Ex 20:8 “Remember the Sabbath day, to keep it holy. 9 You shall labor six days, and do all your work, 10 but the seventh day is a Sabbath to Yahweh your God. You shall not do any work in it, you, nor your son, nor your daughter, your male servant, nor your female servant, nor your livestock, nor your stranger who is within your gates; 11 for in six days Yahweh made heaven and earth, the sea, and all that is in them, and rested the seventh day; therefore Yahweh blessed the Sabbath day, and made it holy.


He claims, or the claim is made for him, that he is the creator.
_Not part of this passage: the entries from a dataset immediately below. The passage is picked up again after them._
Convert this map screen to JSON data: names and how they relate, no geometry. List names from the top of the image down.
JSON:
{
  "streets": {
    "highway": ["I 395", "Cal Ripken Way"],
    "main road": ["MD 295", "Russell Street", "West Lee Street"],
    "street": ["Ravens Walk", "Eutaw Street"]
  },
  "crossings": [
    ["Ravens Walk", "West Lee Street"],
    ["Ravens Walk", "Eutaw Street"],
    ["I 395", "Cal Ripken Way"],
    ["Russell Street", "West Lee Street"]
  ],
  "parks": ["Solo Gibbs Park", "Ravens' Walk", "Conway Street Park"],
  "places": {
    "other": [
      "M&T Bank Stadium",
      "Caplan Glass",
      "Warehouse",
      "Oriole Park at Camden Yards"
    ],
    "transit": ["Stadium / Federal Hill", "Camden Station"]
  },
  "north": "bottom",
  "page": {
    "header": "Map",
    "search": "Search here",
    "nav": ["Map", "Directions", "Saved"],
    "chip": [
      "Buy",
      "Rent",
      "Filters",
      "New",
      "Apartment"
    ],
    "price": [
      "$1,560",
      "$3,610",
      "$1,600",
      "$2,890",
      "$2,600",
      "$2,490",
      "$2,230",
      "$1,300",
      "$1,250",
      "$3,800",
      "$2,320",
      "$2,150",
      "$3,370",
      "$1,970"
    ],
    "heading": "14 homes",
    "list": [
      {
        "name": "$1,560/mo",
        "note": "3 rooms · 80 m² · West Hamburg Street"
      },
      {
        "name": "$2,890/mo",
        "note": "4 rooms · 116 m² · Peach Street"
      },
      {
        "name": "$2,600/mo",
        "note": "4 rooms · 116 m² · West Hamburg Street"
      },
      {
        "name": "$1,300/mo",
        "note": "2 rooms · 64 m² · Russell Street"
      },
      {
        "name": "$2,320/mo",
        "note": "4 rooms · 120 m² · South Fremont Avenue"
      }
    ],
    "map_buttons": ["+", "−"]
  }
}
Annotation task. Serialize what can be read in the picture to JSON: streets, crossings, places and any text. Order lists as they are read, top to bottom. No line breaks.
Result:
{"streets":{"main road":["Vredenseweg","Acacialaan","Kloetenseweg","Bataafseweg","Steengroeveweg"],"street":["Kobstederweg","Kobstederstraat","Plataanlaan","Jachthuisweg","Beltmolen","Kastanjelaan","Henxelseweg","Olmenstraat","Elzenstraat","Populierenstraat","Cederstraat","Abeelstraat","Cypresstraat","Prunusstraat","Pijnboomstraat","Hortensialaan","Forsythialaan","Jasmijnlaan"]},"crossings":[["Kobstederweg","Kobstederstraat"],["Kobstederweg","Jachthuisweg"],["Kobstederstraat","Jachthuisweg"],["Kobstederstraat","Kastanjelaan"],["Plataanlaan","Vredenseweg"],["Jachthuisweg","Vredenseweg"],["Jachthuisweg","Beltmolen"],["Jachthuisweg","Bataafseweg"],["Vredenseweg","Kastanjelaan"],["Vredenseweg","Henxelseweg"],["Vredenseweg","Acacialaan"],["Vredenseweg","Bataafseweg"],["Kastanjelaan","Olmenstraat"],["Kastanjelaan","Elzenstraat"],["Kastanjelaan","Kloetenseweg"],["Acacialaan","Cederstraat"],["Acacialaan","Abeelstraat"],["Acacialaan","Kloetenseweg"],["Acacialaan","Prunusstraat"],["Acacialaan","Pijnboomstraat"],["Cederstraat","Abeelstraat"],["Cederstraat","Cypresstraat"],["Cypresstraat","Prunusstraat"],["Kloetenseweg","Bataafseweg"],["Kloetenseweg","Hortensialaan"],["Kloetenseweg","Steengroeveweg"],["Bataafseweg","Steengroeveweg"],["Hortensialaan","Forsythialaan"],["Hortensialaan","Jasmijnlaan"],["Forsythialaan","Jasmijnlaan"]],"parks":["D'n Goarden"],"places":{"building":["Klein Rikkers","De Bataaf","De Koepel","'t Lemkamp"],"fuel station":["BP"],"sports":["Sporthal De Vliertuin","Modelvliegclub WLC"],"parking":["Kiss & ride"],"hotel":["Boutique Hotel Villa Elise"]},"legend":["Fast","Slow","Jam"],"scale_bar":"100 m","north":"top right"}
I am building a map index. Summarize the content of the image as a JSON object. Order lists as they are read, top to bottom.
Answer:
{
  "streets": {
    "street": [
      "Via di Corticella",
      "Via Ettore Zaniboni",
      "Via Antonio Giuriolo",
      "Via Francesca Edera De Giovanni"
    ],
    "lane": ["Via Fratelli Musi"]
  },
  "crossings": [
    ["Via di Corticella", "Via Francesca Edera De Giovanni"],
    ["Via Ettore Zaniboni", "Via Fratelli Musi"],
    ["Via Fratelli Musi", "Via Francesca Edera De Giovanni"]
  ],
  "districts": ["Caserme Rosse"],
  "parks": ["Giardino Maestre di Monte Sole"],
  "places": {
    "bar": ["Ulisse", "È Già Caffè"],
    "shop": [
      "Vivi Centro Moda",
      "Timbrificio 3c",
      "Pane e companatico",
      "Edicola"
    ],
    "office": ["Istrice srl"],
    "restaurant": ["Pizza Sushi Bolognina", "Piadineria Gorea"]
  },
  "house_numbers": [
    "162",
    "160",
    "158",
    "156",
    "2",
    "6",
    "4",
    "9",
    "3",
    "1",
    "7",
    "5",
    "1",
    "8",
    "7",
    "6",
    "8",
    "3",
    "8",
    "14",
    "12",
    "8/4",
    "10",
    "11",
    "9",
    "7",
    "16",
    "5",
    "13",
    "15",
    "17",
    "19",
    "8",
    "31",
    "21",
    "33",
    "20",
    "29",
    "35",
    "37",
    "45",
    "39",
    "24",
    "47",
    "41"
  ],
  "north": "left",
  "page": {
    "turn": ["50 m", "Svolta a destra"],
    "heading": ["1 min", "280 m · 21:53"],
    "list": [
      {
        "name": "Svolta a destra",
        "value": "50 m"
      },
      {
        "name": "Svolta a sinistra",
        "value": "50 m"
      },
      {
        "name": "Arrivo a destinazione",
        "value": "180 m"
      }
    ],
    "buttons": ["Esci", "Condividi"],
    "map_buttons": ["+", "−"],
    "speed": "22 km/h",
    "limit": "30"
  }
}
The primary, or at least a major argument for a progression, or regression to monotheism is the post-exilic 2nd Isaiah claims.

Isaiah 44:24
24 Thus says Yahweh, your Redeemer,
and he who formed you from the womb:

“I am Yahweh, who makes all things;
who alone stretches out the heavens;
who spreads out the earth by myself;

or pre-exile, but after Assyrian rule?


Isaiah 37:15 Hezekiah prayed to Yahweh, saying, 16 “Yahweh of Armies, the God of Israel, who is enthroned among the cherubim, you are the God, even you alone, of all the kingdoms of the earth. You have made heaven and earth.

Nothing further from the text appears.